The newspaper El Nacional highlights a growing stray dog problem plaguing the streets of Venezuela’s cities this week, triggered by impoverished residents unable to afford dog food and vaccines releasing their animals into the wild.
Most of the dogs are starving and taking over garbage-lined street corners, blocking Venezuelans who scavenge for their own food there. Stray dogs were already a problem in major cities, and reports from as far back as 2016 indicate that the nation’s poorest hunt and eat these dogs. In January, a non-governmental organization (NGO) found that many Venezuelans, unable to afford food for themselves anymore, were buying dog food to feed their families.
El Nacional cites a local NGO, the Canine Support Network (RAC), as finding a sharp spike in the number of pet abandonments documented in the past two years.
“Unfortunately, we see ourselves immersed in this difficult economic crossroads and there are people who, perhaps against their will, see themselves in the difficult situation of abandoning their pet,” Moisés González, who helps direct the group’s spay and neuter efforts, told the newspaper. “I would say we found a 100 percent increase in the number of people who write to us because they can no longer have their pets because they are leaving the country or they don’t have the resources [to feed it].”
El Nacional documents the amount of money it takes to keep a dog in the country. A kilo of dog food, it notes, costs between $0.44 (95,000 bolivares) and $1.40 (300,000 bolivares); the newspaper suggests this amount of food lasts two to three days. A vaccine for a dog could cost as much as $2,327.15 (five million bolivares). The government-mandated monthly minimum wage currently stands at $1.15, according to the exchange rate at currency monitor Dolar Today.
Those who can afford meats have taken to feeding their dogs chicken livers and other body parts typically left behind by human consumption. Those who cannot let their dogs go.
The pet abandonment and stray dog phenomenon is not a new one. In September, Univisión reported that it cost an average of two monthly minimum salaries to buy 20 kilos of dog food, which should last two months, by El Nacional‘s estimate. Abandoned dogs competing with Venezuelans for garbage first made headlines as far back as 2016.
In September 2016, one dog owner told the Associated Press that he often did not have food for his dog. “We, too, sometimes go to bed without having eating, and it’s tough,” Carlos Parra lamented. “Sometimes we give them [dogs and cats] the food we give chickens. We have to because we don’t have anything else.”
Birdseed and other non-carnivorous food is not a typical part of a dog or cat’s diet and can hurt their digestive systems.
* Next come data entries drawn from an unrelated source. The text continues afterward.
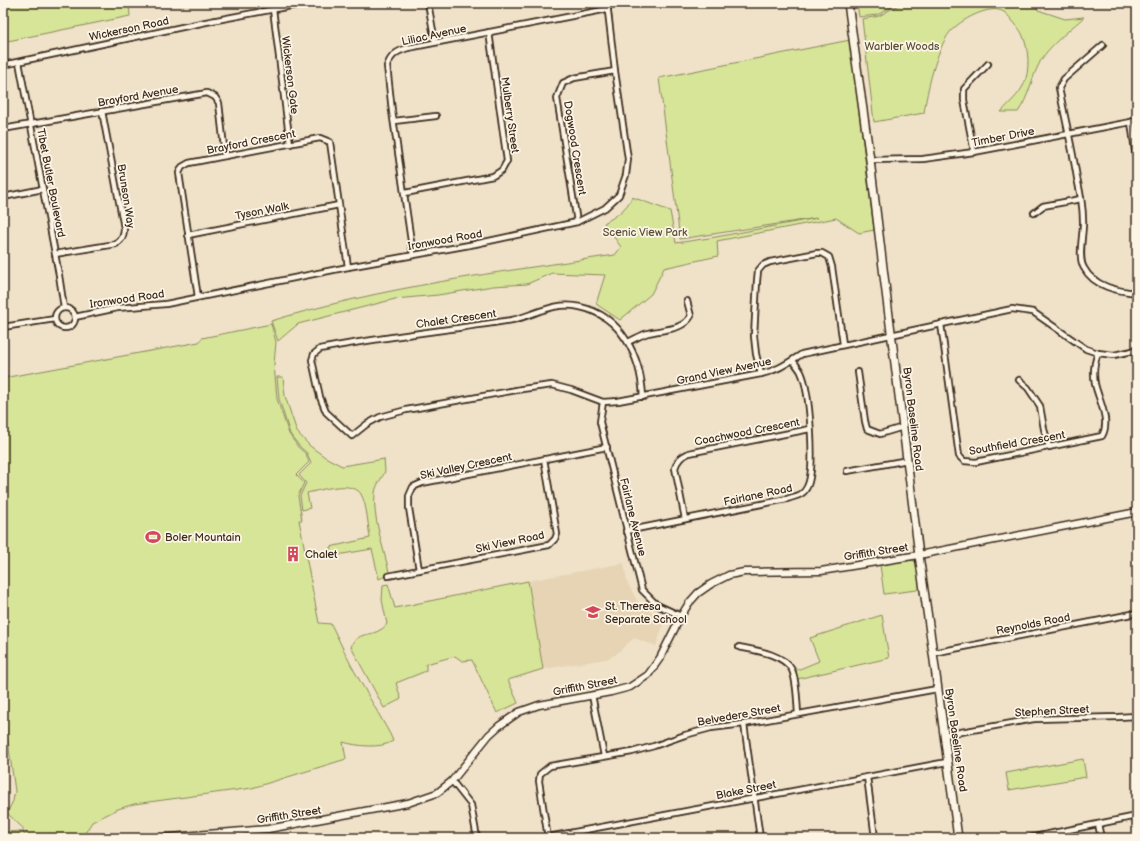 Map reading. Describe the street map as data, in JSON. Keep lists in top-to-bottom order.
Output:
{
  "streets": {
    "main road": ["Byron Baseline Road"],
    "street": [
      "Wickerson Road",
      "Liliac Avenue",
      "Wickerson Gate",
      "Brayford Avenue",
      "Mulberry Street",
      "Timber Drive",
      "Brayford Crescent",
      "Dogwood Crescent",
      "Tibet Butler Boulevard",
      "Brunson Way",
      "Tyson Walk",
      "Ironwood Road",
      "Chalet Crescent",
      "Grand View Avenue",
      "Coachwood Crescent",
      "Southfield Crescent",
      "Ski Valley Crescent",
      "Fairlane Road",
      "Fairlane Avenue",
      "Ski View Road",
      "Griffith Street",
      "Reynolds Road",
      "Stephen Street",
      "Belvedere Street",
      "Blake Street"
    ]
  },
  "crossings": [
    ["Wickerson Road", "Wickerson Gate"],
    ["Wickerson Road", "Tibet Butler Boulevard"],
    ["Liliac Avenue", "Mulberry Street"],
    ["Liliac Avenue", "Ironwood Road"],
    ["Wickerson Gate", "Brayford Crescent"],
    ["Brayford Avenue", "Brayford Crescent"],
    ["Brayford Avenue", "Tibet Butler Boulevard"],
    ["Brayford Avenue", "Brunson Way"],
    ["Timber Drive", "Byron Baseline Road"],
    ["Brayford Crescent", "Tyson Walk"],
    ["Brayford Crescent", "Ironwood Road"],
    ["Dogwood Crescent", "Ironwood Road"],
    ["Tibet Butler Boulevard", "Brunson Way"],
    ["Tibet Butler Boulevard", "Ironwood Road"],
    ["Chalet Crescent", "Grand View Avenue"],
    ["Grand View Avenue", "Byron Baseline Road"],
    ["Grand View Avenue", "Southfield Crescent"],
    ["Grand View Avenue", "Fairlane Road"],
    ["Grand View Avenue", "Fairlane Avenue"],
    ["Byron Baseline Road", "Griffith Street"],
    ["Byron Baseline Road", "Reynolds Road"],
    ["Byron Baseline Road", "Stephen Street"],
    ["Byron Baseline Road", "Belvedere Street"],
    ["Byron Baseline Road", "Blake Street"],
    ["Coachwood Crescent", "Fairlane Road"],
    ["Ski Valley Crescent", "Fairlane Avenue"],
    ["Ski Valley Crescent", "Ski View Road"],
    ["Fairlane Road", "Fairlane Avenue"],
    ["Fairlane Avenue", "Griffith Street"],
    ["Belvedere Street", "Blake Street"]
  ],
  "parks": ["Warbler Woods", "Scenic View Park"],
  "places": {
    "sports": ["Boler Mountain"],
    "building": ["Chalet"],
    "school or university": ["St. Theresa Separate School"]
  }
}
In addition to abandoning the pets, some Venezuelans have been forced to eat them. Last September, a video surfaced of two men in Caracas killing and butchering a dog, splitting the meat between them. Zoos have also complained of exotic animals going missing, presumably at the hands of poachers looking for something to eat.
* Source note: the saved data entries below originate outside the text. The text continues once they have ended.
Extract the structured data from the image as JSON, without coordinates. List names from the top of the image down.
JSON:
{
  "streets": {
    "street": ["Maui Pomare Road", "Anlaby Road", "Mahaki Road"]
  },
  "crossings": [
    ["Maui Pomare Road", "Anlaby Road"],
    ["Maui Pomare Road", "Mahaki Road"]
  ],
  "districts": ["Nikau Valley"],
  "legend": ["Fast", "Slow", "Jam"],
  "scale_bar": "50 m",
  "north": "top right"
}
A year before the release of that video, Chacao Mayor Ramón Muchacho condemned the government for creating a situation where his residents were “hunting cats and dogs in the streets and pigeons in open plazas to eat them.”
Dogs appear to be proving more elusive, according to a study by the NGO Provea released in January. In addition to eating the dogs, Venezuelans also appear to increasingly be using their money to buy dog food, as basic human food items like flour, milk, and vegetable oil are strictly rationed and difficult to procure.
“In a tour of different supermarkets around the capital city, members of the Provea team corroborated the claim that, as a result of the economic crisis, Venezuelan buy food intended for animals for human consumption,” the report stated, calling the practice a new “normal.” “In many cases it was observed that many people take the so-called ‘dog sausages,’ whose content is made of ground chicken bones mixed with other non-edible parts of the chicken.”
Those who spoke to the NGO said they served the sausage fried with rice or scrambled eggs.
Dictator Nicolás Maduro has repeatedly blocked international humanitarian aid from entering the country, despite an estimated 15 percent of Venezuelans relying on garbage to eat. Instead, he established the Local Supply and Production Committees (CLAP), in which food aid packages are distributed among Socialist Party officials and handed out to the neighborhood families most loyal to Maduro.